Stored items:
►
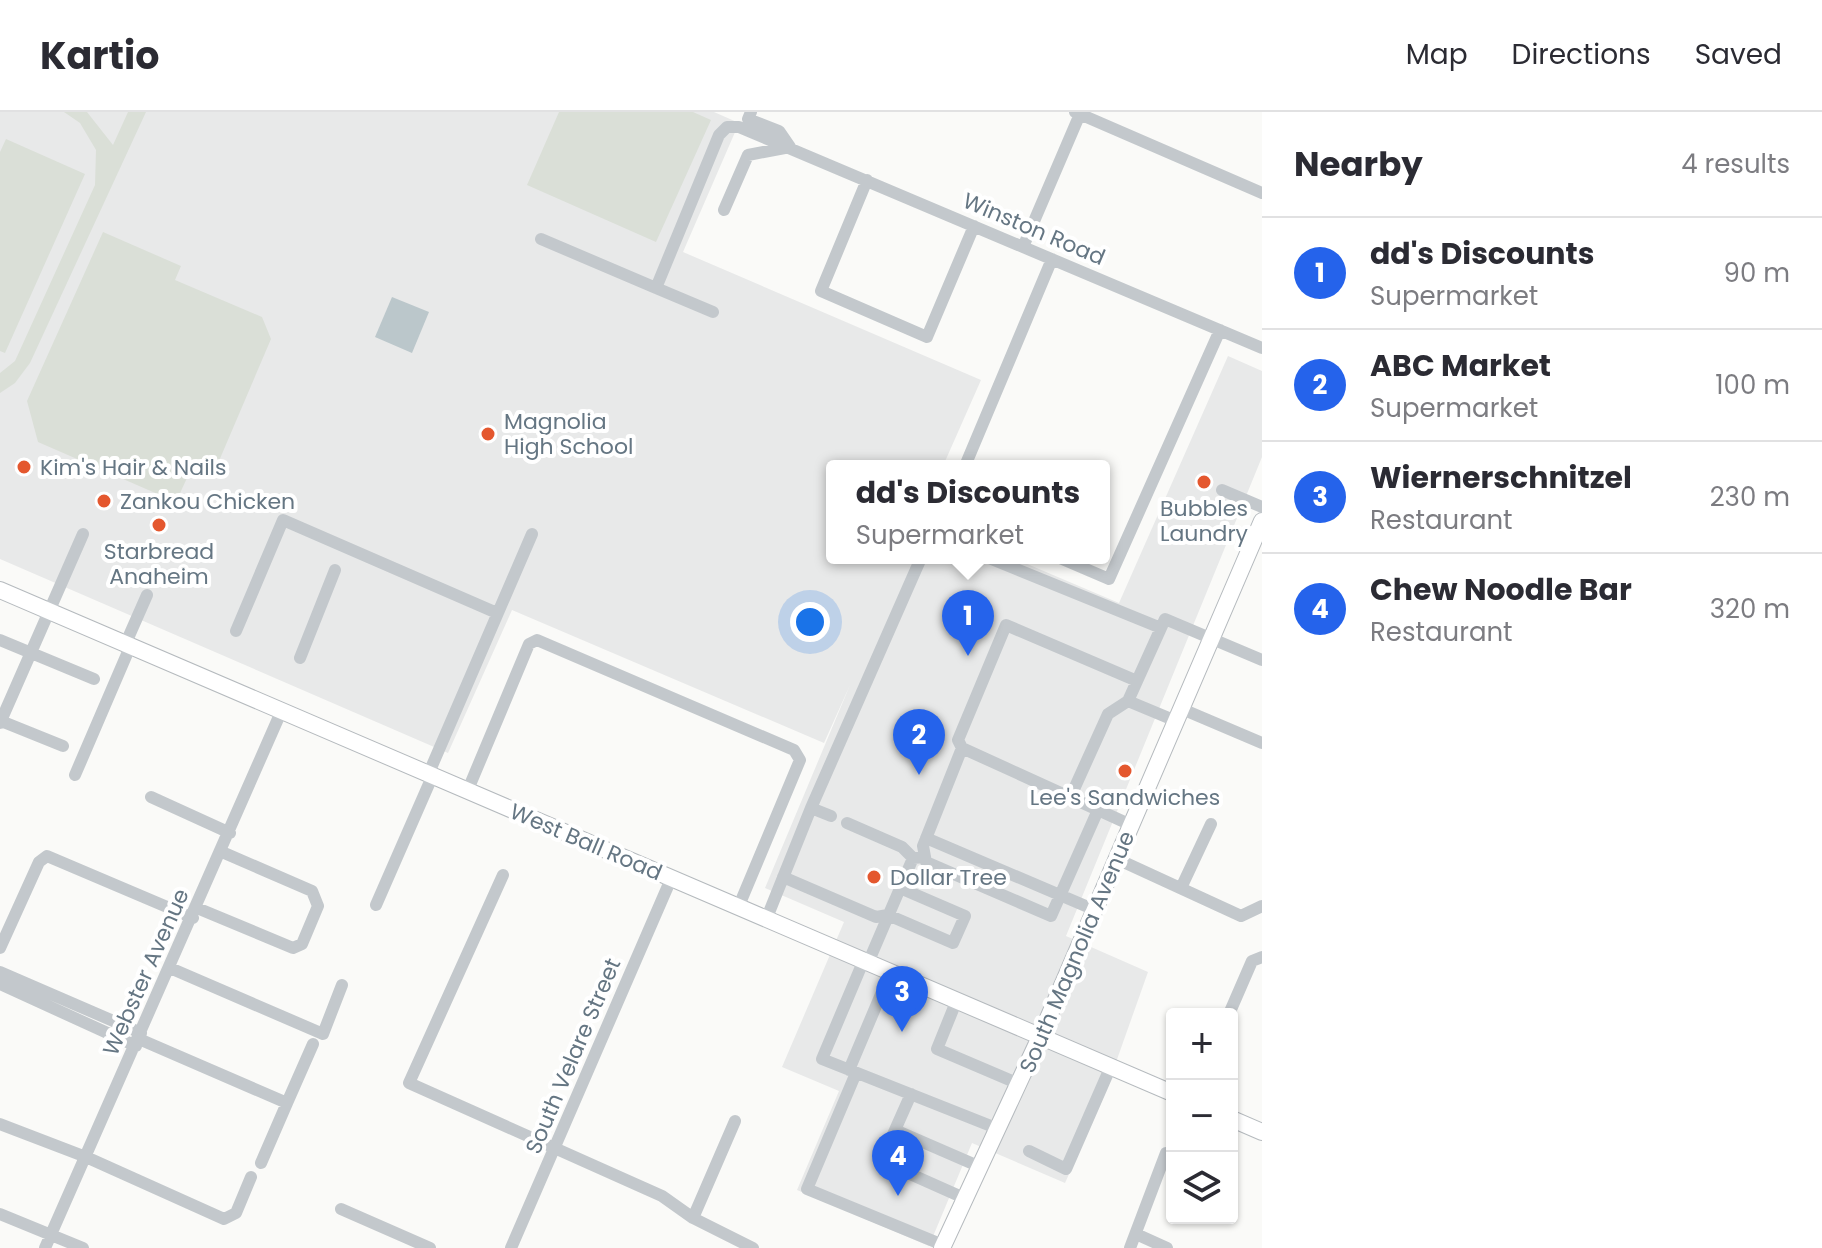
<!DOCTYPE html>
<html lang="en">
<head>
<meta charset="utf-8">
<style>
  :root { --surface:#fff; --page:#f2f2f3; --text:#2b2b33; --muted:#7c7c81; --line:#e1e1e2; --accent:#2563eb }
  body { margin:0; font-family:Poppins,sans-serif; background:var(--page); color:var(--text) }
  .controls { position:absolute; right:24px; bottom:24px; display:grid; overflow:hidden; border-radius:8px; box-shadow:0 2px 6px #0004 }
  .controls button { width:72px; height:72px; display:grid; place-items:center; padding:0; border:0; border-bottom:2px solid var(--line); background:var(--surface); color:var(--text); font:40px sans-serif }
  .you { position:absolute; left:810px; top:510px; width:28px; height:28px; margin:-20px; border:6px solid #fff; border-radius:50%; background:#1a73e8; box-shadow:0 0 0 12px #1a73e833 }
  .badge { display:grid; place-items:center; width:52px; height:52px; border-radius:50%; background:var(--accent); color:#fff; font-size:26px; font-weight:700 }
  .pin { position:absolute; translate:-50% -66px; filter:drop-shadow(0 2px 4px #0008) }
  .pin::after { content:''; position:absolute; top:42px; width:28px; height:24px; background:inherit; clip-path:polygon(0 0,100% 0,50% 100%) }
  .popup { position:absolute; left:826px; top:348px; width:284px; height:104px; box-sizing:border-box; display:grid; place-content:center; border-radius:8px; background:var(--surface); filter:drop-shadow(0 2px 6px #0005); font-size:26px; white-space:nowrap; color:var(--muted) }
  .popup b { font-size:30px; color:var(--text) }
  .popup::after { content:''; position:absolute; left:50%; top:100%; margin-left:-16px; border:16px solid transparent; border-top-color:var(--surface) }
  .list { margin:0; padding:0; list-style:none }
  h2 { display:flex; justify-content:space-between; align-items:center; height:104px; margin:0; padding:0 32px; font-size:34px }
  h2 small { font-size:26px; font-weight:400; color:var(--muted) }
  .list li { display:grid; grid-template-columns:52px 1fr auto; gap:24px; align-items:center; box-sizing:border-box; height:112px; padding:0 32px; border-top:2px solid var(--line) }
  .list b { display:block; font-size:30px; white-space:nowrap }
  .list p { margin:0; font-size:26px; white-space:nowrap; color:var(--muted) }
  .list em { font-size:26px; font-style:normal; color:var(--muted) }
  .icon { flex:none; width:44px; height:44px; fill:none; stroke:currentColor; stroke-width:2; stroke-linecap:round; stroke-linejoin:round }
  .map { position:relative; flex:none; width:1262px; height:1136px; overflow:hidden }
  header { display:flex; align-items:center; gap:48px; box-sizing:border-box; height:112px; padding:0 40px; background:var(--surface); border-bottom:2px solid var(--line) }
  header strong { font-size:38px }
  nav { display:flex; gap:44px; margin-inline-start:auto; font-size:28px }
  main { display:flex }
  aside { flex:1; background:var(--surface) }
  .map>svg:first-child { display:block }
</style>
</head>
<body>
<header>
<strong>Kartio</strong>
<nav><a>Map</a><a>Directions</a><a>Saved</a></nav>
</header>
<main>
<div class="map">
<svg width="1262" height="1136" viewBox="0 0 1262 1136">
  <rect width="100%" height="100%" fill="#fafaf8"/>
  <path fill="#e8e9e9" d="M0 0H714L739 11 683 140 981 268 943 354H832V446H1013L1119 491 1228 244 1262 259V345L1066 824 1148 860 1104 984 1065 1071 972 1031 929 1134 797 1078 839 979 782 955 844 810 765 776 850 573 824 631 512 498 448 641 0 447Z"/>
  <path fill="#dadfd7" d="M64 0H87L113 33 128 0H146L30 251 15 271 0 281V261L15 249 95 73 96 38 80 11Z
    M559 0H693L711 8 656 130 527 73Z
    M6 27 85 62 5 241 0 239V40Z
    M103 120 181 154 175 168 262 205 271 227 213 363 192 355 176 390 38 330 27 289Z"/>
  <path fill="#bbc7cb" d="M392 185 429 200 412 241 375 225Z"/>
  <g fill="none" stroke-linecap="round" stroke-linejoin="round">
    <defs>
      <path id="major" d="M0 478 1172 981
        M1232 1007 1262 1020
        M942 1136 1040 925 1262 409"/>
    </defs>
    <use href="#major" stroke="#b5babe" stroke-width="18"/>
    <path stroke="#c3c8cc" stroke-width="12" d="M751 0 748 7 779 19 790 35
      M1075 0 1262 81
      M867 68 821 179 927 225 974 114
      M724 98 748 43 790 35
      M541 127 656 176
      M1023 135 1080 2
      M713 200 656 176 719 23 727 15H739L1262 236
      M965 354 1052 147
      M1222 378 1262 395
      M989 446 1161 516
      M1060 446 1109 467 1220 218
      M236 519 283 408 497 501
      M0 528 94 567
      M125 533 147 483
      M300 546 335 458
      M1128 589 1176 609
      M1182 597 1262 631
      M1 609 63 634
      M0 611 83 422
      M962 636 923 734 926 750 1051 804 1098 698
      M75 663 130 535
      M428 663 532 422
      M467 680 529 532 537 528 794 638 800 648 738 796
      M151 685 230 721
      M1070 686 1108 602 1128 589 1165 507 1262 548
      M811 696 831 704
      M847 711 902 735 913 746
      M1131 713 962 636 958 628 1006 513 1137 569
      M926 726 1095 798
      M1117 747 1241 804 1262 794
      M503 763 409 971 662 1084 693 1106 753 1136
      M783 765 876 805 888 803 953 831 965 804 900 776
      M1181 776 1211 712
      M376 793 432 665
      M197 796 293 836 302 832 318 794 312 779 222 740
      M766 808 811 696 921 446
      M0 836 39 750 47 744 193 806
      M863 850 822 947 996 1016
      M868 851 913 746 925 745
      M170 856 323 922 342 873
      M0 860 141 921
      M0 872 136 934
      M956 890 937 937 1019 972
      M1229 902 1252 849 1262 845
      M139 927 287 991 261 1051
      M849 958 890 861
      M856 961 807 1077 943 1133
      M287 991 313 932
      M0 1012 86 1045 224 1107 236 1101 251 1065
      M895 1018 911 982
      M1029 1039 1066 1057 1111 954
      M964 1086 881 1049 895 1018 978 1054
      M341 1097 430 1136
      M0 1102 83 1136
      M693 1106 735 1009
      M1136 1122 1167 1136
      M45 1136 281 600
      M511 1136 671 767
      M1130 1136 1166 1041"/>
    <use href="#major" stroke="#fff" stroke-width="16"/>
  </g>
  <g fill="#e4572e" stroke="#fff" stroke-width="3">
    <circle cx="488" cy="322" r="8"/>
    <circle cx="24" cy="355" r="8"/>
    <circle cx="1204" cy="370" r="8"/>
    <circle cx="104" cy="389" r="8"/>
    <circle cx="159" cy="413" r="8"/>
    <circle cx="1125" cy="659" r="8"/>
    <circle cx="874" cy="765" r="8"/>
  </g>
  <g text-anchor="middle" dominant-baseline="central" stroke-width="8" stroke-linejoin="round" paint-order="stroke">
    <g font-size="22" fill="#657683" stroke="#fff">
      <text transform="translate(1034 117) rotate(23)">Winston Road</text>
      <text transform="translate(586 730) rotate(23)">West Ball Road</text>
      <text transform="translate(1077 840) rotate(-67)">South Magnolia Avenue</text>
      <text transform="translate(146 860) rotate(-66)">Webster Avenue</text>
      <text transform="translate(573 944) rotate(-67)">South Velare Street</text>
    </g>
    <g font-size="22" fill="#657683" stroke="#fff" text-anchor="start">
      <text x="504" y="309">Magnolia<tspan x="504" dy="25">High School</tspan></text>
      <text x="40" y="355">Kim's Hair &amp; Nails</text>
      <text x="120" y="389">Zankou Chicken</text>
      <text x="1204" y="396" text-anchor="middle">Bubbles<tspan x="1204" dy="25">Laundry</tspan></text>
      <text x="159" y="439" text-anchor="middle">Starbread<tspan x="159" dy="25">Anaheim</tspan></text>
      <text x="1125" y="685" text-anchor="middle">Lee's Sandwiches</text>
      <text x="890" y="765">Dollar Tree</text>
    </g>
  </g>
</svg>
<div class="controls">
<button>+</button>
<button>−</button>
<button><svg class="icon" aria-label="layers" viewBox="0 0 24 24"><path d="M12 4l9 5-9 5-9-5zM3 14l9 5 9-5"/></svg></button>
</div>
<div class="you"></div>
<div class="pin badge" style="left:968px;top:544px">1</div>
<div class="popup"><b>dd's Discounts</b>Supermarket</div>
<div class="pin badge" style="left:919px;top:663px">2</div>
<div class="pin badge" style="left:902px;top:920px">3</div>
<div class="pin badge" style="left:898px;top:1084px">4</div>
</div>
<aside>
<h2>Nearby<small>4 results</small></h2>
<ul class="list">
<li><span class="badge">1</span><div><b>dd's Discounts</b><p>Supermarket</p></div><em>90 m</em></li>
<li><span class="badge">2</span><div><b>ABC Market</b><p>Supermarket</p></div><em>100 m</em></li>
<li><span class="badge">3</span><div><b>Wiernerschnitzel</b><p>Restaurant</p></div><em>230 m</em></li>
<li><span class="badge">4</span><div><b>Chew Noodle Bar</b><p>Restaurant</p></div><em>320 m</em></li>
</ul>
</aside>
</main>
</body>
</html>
◄
• [WHAT THE EXERCISE ASKS] Give the lines exactly, from the first line of the entries to the line with "display:grid; place-items:center; width:52px;", both ends included. Skip the pictures.

• [ANSWER TO THIS PROBLEM]
<!DOCTYPE html>
<html lang="en">
<head>
<meta charset="utf-8">
<style>
  :root { --surface:#fff; --page:#f2f2f3; --text:#2b2b33; --muted:#7c7c81; --line:#e1e1e2; --accent:#2563eb }
  body { margin:0; font-family:Poppins,sans-serif; background:var(--page); color:var(--text) }
  .controls { position:absolute; right:24px; bottom:24px; display:grid; overflow:hidden; border-radius:8px; box-shadow:0 2px 6px #0004 }
  .controls button { width:72px; height:72px; display:grid; place-items:center; padding:0; border:0; border-bottom:2px solid var(--line); background:var(--surface); color:var(--text); font:40px sans-serif }
  .you { position:absolute; left:810px; top:510px; width:28px; height:28px; margin:-20px; border:6px solid #fff; border-radius:50%; background:#1a73e8; box-shadow:0 0 0 12px #1a73e833 }
  .badge { display:grid; place-items:center; width:52px; height:52px; border-radius:50%; background:var(--accent); color:#fff; font-size:26px; font-weight:700 }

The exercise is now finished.